Papal Aide Comments on "Spe Salvi"
VATICAN CITY, DEC. 2, 2007 (Zenit.org).- Benedict XVI's encyclical on the theological virtue of hope confronts one of the most urgent problems of our time, says a Vatican spokesman.
Jesuit Father Federico Lombardi, the director of the Vatican press office, analyzed on the most recent edition of the Vatican television weekly "Octava Dies" the context of the new encyclical "Spe Salvi" (Saved in Hope).
The spokesman said that the Holy Father demonstrates how, "in the face of the weariness and obscurity of the present, we need a trustworthy and 'substantial' hope to move confidently toward a goal: a hope that truly changes our life."
"This is the hope that is given to those who believe in God who is love," he added, synthesizing the contents of the document, released Friday.
Father Lombardi continued: "Dedicating his second encyclical to hope, Benedict XVI has pinpointed with precision one of the most dramatic and urgent problems of our time. He is convinced that the rejection of Christian faith and hope -- the rejection of God -- in the end brings man to lose himself.
"But this does not at all lead [the Pope] to a merely negative critique; on the contrary, once again he works out a position of dialogue, of reciprocal help between faith and reason."
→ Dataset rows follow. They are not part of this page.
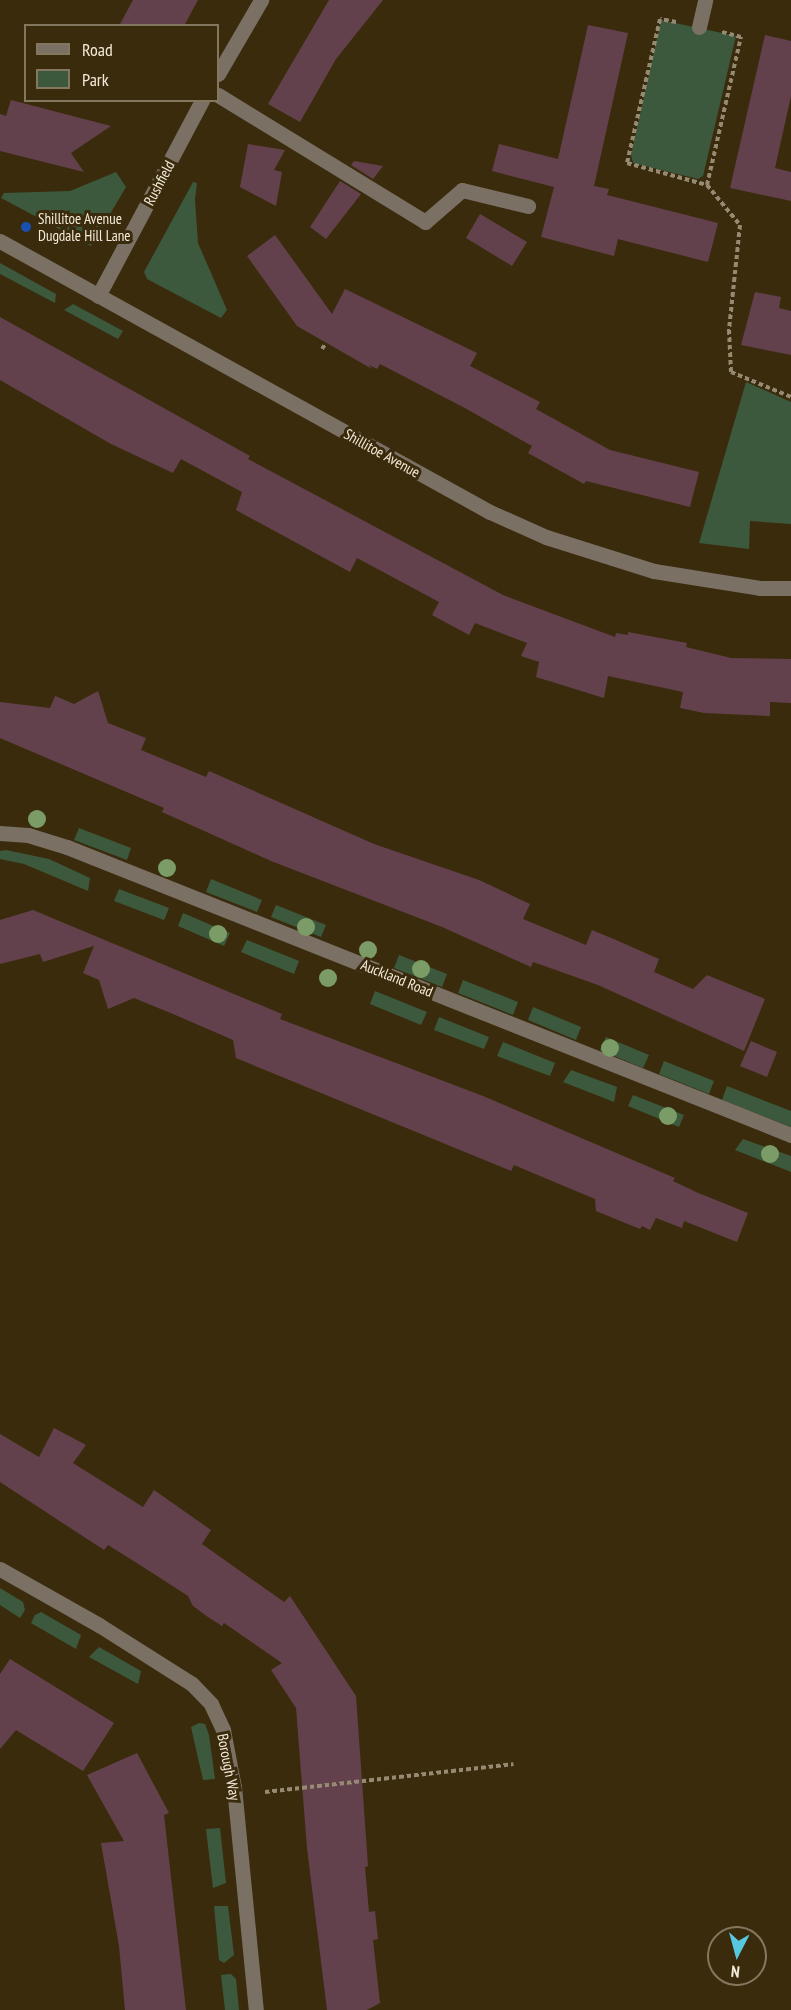 <!DOCTYPE html>
<style>
body{margin:0}
#map{position:relative;width:791px;height:2010px;overflow:hidden;background:#3a2b0d;font-family:"PT Sans Narrow",sans-serif}
div>[style]{position:absolute}
.green>*{inset:0;background:#3d593d}
.building>*{inset:0;background:#63414c}
.path>*{height:4px;margin-top:-2px;transform-origin:0;background:repeating-linear-gradient(90deg,#968a73 0 4.5px,transparent 0 7.5px)}
.minor>*{height:15px;margin:-7.5px;padding:0 7.5px;transform-origin:7.5px;border-radius:7.5px;background:#7a7064}
.trees>*{width:18px;height:18px;margin:-9px;border-radius:50%;background:#7b9c66}
.dots>*{width:16px;height:16px;translate:-50% -50%;box-sizing:border-box;border:3px solid #3a2b0d;border-radius:50%}
span{translate:-50% -50%;white-space:nowrap;text-align:center;line-height:1.15;-webkit-text-stroke:6px #3a2b0d;paint-order:stroke}
.street-label{font-size:15px;color:#f3ead9}
.poi-label{font-size:15px;color:#f3ead9}
.left{translate:0 -50%;text-align:left}
.legend{position:absolute;left:24px;top:24px;width:195px;height:78px;box-sizing:border-box;background:#3a2b0d;border:2px solid #84775f;margin:0;padding:8px 10px;list-style:none;font-size:18px;color:#f3ead9}
.legend li{display:flex;align-items:center;gap:12px;height:30px}
.legend b{width:30px;border:2px solid #84775f}
.north{position:absolute;left:707px;top:1926px;width:60px;height:60px;box-sizing:border-box;background:#3a2b0d;border:2px solid #84775f;border-radius:50%;rotate:186deg;font-size:16px;font-weight:700;line-height:24px;text-align:center;color:#f3ead9}
.north::after{content:'';display:block;margin:auto;width:21px;height:27px;background:#56c9e1;clip-path:polygon(50% 0,100% 100%,50% 72%,0 100%)}
</style>
<div id="map">
<div class="green">
<div style="clip-path:polygon(661px 20px,736px 36px,703px 176px,698px 179px,633px 163px,631px 155px)"></div>
<div style="clip-path:polygon(116px 172px,126px 187px,91px 246px,1px 198px,4px 193px,70px 191px)"></div>
<div style="clip-path:polygon(193px 182px,197px 183px,195px 200px,198px 243px,227px 310px,221px 318px,147px 279px,144px 272px)"></div>
<div style="clip-path:polygon(0 263px,56px 294px,55px 303px,0 274px)"></div>
<div style="clip-path:polygon(73px 304px,123px 331px,118px 339px,64px 310px)"></div>
<div style="clip-path:polygon(746px 382px,791px 402px,791px 524px,750px 521px,749px 549px,699px 543px)"></div>
<div style="clip-path:polygon(79px 828px,131px 848px,127px 860px,74px 840px)"></div>
<div style="clip-path:polygon(6px 850px,49px 859px,90px 878px,88px 891px,24px 864px,0 859px,0 851px)"></div>
<div style="clip-path:polygon(211px 879px,262px 900px,257px 912px,206px 892px)"></div>
<div style="clip-path:polygon(119px 889px,169px 908px,164px 920px,114px 901px)"></div>
<div style="clip-path:polygon(276px 905px,326px 925px,321px 937px,271px 917px)"></div>
<div style="clip-path:polygon(183px 913px,230px 933px,224px 946px,178px 926px)"></div>
<div style="clip-path:polygon(247px 940px,299px 961px,294px 974px,241px 952px)"></div>
<div style="clip-path:polygon(399px 955px,447px 974px,442px 987px,394px 968px)"></div>
<div style="clip-path:polygon(463px 980px,518px 1002px,513px 1015px,458px 993px)"></div>
<div style="clip-path:polygon(375px 991px,427px 1012px,421px 1025px,370px 1004px)"></div>
<div style="clip-path:polygon(533px 1007px,581px 1027px,576px 1040px,528px 1020px)"></div>
<div style="clip-path:polygon(439px 1017px,489px 1037px,484px 1049px,434px 1030px)"></div>
<div style="clip-path:polygon(606px 1037px,649px 1055px,643px 1068px,600px 1050px)"></div>
<div style="clip-path:polygon(503px 1042px,555px 1063px,550px 1076px,497px 1056px)"></div>
<div style="clip-path:polygon(664px 1061px,714px 1081px,709px 1094px,659px 1074px)"></div>
<div style="clip-path:polygon(571px 1070px,617px 1087px,614px 1102px,563px 1082px)"></div>
<div style="clip-path:polygon(727px 1086px,791px 1111px,791px 1127px,722px 1100px)"></div>
<div style="clip-path:polygon(633px 1095px,684px 1115px,679px 1127px,628px 1106px)"></div>
<div style="clip-path:polygon(743px 1139px,791px 1156px,791px 1172px,735px 1150px)"></div>
<div style="clip-path:polygon(0 1588px,23px 1602px,25px 1610px,20px 1618px,0 1605px)"></div>
<div style="clip-path:polygon(41px 1612px,81px 1635px,76px 1649px,31px 1623px,35px 1615px)"></div>
<div style="clip-path:polygon(99px 1647px,141px 1671px,138px 1684px,89px 1657px)"></div>
<div style="clip-path:polygon(199px 1723px,205px 1724px,209px 1735px,215px 1779px,203px 1780px,191px 1727px)"></div>
<div style="clip-path:polygon(220px 1828px,226px 1883px,213px 1888px,206px 1829px)"></div>
<div style="clip-path:polygon(214px 1906px,228px 1906px,234px 1955px,224px 1963px,219px 1960px)"></div>
<div style="clip-path:polygon(231px 1974px,236px 1979px,239px 2010px,225px 2010px,221px 1975px)"></div>
</div>
<div class="building">
<div style="clip-path:polygon(133px 0,198px 0,184px 26px,119px 26px)"></div>
<div style="clip-path:polygon(329px 0,383px 0,336px 59px,300px 122px,268px 104px)"></div>
<div style="clip-path:polygon(588px 25px,628px 33px,594px 186px,609px 189px,607px 195px,718px 223px,708px 262px,618px 239px,614px 256px,541px 237px,554px 187px,492px 171px,499px 144px,558px 159px)"></div>
<div style="clip-path:polygon(765px 35px,791px 41px,791px 96px,775px 168px,791px 172px,791px 201px,730px 188px)"></div>
<div style="clip-path:polygon(11px 100px,111px 126px,71px 153px,84px 172px,0 151px,0 114px,6px 116px)"></div>
<div style="clip-path:polygon(248px 144px,285px 150px,274px 170px,282px 172px,276px 206px,240px 187px)"></div>
<div style="clip-path:polygon(354px 161px,383px 166px,373px 179px,351px 165px)"></div>
<div style="clip-path:polygon(340px 181px,361px 194px,326px 239px,310px 227px)"></div>
<div style="clip-path:polygon(480px 214px,527px 242px,512px 266px,466px 238px)"></div>
<div style="clip-path:polygon(275px 235px,332px 314px,345px 289px,477px 353px,470px 366px,540px 402px,536px 409px,610px 450px,699px 472px,690px 507px,586px 481px,584px 484px,528px 453px,532px 446px,463px 407px,380px 364px,377px 369px,369px 365px,372px 369px,297px 326px,247px 256px)"></div>
<div style="clip-path:polygon(755px 292px,781px 297px,779px 308px,791px 311px,791px 355px,741px 345px)"></div>
<div style="clip-path:polygon(0 317px,250px 456px,248px 459px,503px 595px,615px 637px,616px 633px,628px 635px,628px 632px,687px 643px,686px 647px,731px 658px,791px 659px,791px 703px,770px 702px,770px 716px,704px 713px,680px 708px,683px 692px,608px 676px,604px 698px,536px 677px,539px 662px,521px 656px,527px 643px,475px 623px,469px 635px,432px 615px,439px 602px,357px 558px,350px 572px,236px 510px,242px 492px,181px 459px,173px 473px,111px 444px,0 380px)"></div>
<div style="clip-path:polygon(98px 691px,108px 723px,146px 738px,141px 750px,206px 777px,209px 771px,374px 844px,479px 880px,530px 904px,523px 919px,586px 945px,592px 930px,616px 940px,659px 959px,654px 972px,693px 989px,707px 975px,765px 999px,744px 1051px,598px 985px,533px 962px,531px 967px,442px 927px,271px 861px,162px 812px,164px 808px,0 738px,0 702px,50px 708px,55px 696px,74px 704px)"></div>
<div style="clip-path:polygon(33px 910px,282px 1014px,280px 1019px,483px 1096px,675px 1178px,673px 1181px,696px 1192px,748px 1213px,737px 1242px,684px 1221px,682px 1228px,656px 1218px,650px 1230px,642px 1226px,640px 1229px,596px 1211px,595px 1199px,552px 1181px,514px 1165px,511px 1171px,236px 1058px,233px 1040px,173px 1014px,134px 998px,108px 1009px,99px 980px,83px 973px,94px 946px,43px 962px,40px 954px,0 964px,0 920px)"></div>
<div style="clip-path:polygon(751px 1041px,777px 1052px,767px 1077px,740px 1066px)"></div>
<div style="clip-path:polygon(54px 1428px,86px 1445px,73px 1463px,143px 1507px,154px 1490px,211px 1530px,202px 1544px,284px 1602px,290px 1596px,356px 1696px,368px 1866px,365px 1867px,369px 1912px,375px 1911px,378px 1939px,373px 1940px,380px 2003px,367px 2010px,327px 2010px,307px 1848px,296px 1708px,271px 1670px,282px 1663px,224px 1623px,222px 1626px,208px 1617px,193px 1606px,188px 1596px,140px 1565px,108px 1545px,104px 1550px,0 1482px,0 1434px,39px 1457px)"></div>
<div style="clip-path:polygon(10px 1659px,114px 1723px,83px 1771px,16px 1730px,0 1749px,0 1674px)"></div>
<div style="clip-path:polygon(137px 1753px,169px 1813px,164px 1815px,186px 2010px,125px 2010px,119px 1946px,101px 1843px,124px 1841px,87px 1775px)"></div>
</div>
<div class="path">
<div style="left:676px;top:22px;width:16px;rotate:-169deg"></div>
<div style="left:660px;top:19px;width:148px;rotate:102.9deg"></div>
<div style="left:627px;top:163px;width:83px;rotate:15.4deg"></div>
<div style="left:707px;top:185px;width:52px;rotate:50.5deg"></div>
<div style="left:740px;top:225px;width:106px;rotate:96deg"></div>
<div style="left:729px;top:330px;width:42px;rotate:87.3deg"></div>
<div style="left:731px;top:372px;width:65px;rotate:22.6deg"></div>
<div style="left:707px;top:185px;width:152px;rotate:-77.1deg"></div>
<div style="left:741px;top:37px;width:20px;rotate:-165deg"></div>
<div style="left:322px;top:349px;width:7px;rotate:-56deg"></div>
<div style="left:265px;top:1792px;width:250px;rotate:-6.4deg"></div>
</div>
<div class="minor">
<div style="left:699px;top:27px;width:28px;rotate:-77deg"></div>
<div style="left:218px;top:74px;width:86px;rotate:-59.8deg"></div>
<div style="left:218px;top:95px;width:243px;rotate:31.5deg"></div>
<div style="left:425px;top:222px;width:49px;rotate:-40.9deg"></div>
<div style="left:462px;top:190px;width:68px;rotate:13.6deg"></div>
<div style="left:0;top:241px;width:560px;rotate:28.95deg"></div>
<div style="left:490px;top:512px;width:61px;rotate:24.1deg"></div>
<div style="left:546px;top:537px;width:113px;rotate:17.5deg"></div>
<div style="left:654px;top:571px;width:107px;rotate:9.1deg"></div>
<div style="left:760px;top:588px;width:31px"></div>
<div style="left:98px;top:296px;width:222px;rotate:-62deg"></div>
<div style="left:0;top:833px;width:28px;rotate:4deg"></div>
<div style="left:28px;top:835px;width:41px;rotate:17.1deg"></div>
<div style="left:67px;top:847px;width:779px;rotate:21.69deg"></div>
<div style="left:0;top:1569px;width:114px;rotate:29.5deg"></div>
<div style="left:99px;top:1625px;width:110px;rotate:32.4deg"></div>
<div style="left:192px;top:1684px;width:28px;rotate:46deg"></div>
<div style="left:211px;top:1704px;width:29px;rotate:65deg"></div>
<div style="left:223px;top:1730px;width:58px;rotate:79.1deg"></div>
<div style="left:234px;top:1787px;width:224px;rotate:84.4deg"></div>
</div>
<div class="trees">
<div style="left:37px;top:819px"></div>
<div style="left:167px;top:868px"></div>
<div style="left:306px;top:927px"></div>
<div style="left:218px;top:934px"></div>
<div style="left:368px;top:950px"></div>
<div style="left:421px;top:969px"></div>
<div style="left:328px;top:978px"></div>
<div style="left:610px;top:1048px"></div>
<div style="left:668px;top:1116px"></div>
<div style="left:770px;top:1154px"></div>
</div>
<div class="dots">
<div style="left:26px;top:227px;background:#1a4fb4"></div>
</div>
<div class="street-label">
<span style="left:159px;top:183px;rotate:-62deg">Rushfield</span>
<span style="left:382px;top:453px;rotate:29deg">Shillitoe Avenue</span>
<span style="left:397px;top:978px;rotate:22deg">Auckland Road</span>
<span style="left:229px;top:1767px;rotate:79deg">Borough Way</span>
</div>
<div class="poi-label">
<span class="left" style="left:38px;top:227px">Shillitoe Avenue<br>Dugdale Hill Lane</span>
</div>
<ul class="legend">
<li><b style="height:8px;background:#7a7064"></b>Road</li>
<li><b style="height:16px;background:#3d593d"></b>Park</li>
</ul>
<div class="north">N</div>
</div>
The Vatican spokesman pointed out that Benedict XVI affirmed "that together with the self-critique of the modern age, 'there also has to be a self-critique of modern Christianity, which must constantly renew its self-understanding setting out from its roots.'"
Father Lombardi continued: "But so that Christians learn again what they have to offer to the world they must set out again from God; not just any God, but the God who has come to meet us and is revealed in Christ as Love.
"Faith in this love nourishes a prayer of desire that enlarges the heart; it supports a committed and active hope that knows and wants to change the world precisely because it aims beyond it; it finds the strength to bear sufferings and find meaning in them, even when they are unjust; it allows us to look upon the final judgment as a place for the re-establishment of justice for all, precisely in the perspective of love."
"We are grateful to Benedict XVI," added the spokesman, "for having once again brought us with firmness and sweetness to the decisive questions of the Christian proposal for man and the world, those that we often run the risk of forgetting even though they are the ones upon which our way of living and walking in the world depend."